Background information
- Born: 12 February 1983 (age 43) Zagreb, SR Croatia, SFR Yugoslavia
- Occupation: Cellist
- Instrument: Cello
- Labels: Croatia; Hit;
- Website: www.anarucner.com

= Ana Rucner =

Croatian cellist (born 1983)

Ana Rucner (born 12 February 1983) is a Croatian cellist.
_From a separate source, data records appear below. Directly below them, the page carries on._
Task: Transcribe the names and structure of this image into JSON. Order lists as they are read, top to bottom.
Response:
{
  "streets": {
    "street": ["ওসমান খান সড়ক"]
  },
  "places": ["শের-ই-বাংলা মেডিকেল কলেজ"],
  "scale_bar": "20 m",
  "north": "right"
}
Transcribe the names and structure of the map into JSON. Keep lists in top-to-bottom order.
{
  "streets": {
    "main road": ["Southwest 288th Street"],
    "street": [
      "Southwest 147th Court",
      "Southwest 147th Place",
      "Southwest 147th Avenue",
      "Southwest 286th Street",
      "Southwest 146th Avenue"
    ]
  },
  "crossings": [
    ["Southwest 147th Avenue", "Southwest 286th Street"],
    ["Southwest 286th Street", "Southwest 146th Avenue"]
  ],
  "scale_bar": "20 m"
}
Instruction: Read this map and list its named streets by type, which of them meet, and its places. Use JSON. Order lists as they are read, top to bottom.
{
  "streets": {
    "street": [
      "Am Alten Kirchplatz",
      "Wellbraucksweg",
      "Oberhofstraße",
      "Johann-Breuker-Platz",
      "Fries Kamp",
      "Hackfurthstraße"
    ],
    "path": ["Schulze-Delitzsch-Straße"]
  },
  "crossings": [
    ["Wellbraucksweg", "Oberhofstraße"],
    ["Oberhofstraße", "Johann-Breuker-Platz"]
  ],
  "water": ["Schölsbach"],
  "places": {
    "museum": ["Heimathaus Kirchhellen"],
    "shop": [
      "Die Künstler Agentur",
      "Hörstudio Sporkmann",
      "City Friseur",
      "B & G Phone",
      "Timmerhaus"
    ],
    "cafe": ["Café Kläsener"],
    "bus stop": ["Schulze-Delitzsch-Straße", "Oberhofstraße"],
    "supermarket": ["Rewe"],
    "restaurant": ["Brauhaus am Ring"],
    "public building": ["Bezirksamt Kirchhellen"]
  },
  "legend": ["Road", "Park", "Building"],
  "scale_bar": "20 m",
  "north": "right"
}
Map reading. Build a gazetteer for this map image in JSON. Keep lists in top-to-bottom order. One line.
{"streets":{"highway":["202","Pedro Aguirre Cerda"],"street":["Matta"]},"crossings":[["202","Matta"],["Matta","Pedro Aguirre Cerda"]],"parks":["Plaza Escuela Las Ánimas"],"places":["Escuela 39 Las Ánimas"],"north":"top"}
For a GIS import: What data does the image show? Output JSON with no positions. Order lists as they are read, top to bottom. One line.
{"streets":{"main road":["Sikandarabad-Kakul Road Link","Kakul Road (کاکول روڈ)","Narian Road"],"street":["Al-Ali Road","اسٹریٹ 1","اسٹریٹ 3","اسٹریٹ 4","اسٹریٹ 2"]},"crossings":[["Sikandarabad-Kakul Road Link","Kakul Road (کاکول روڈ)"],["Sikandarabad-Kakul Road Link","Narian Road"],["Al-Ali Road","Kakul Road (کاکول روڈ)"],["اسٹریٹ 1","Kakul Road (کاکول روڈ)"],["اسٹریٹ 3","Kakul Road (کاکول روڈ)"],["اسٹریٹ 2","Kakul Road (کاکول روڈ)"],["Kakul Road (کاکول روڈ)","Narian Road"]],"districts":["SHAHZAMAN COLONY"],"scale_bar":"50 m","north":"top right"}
She represented Bosnia and Herzegovina in the Eurovision Song Contest 2016 with Dalal Midhat-Talakić, Deen and Jasmin Fazlić Jala with the song "Ljubav je" performing it on 10 May 2016 in the first semi-final but failed to qualify to the final.

In the 2017 Zagreb local elections Rucner was elected member of the Zagreb City Assembly as a candidate of Milan Bandić's party list.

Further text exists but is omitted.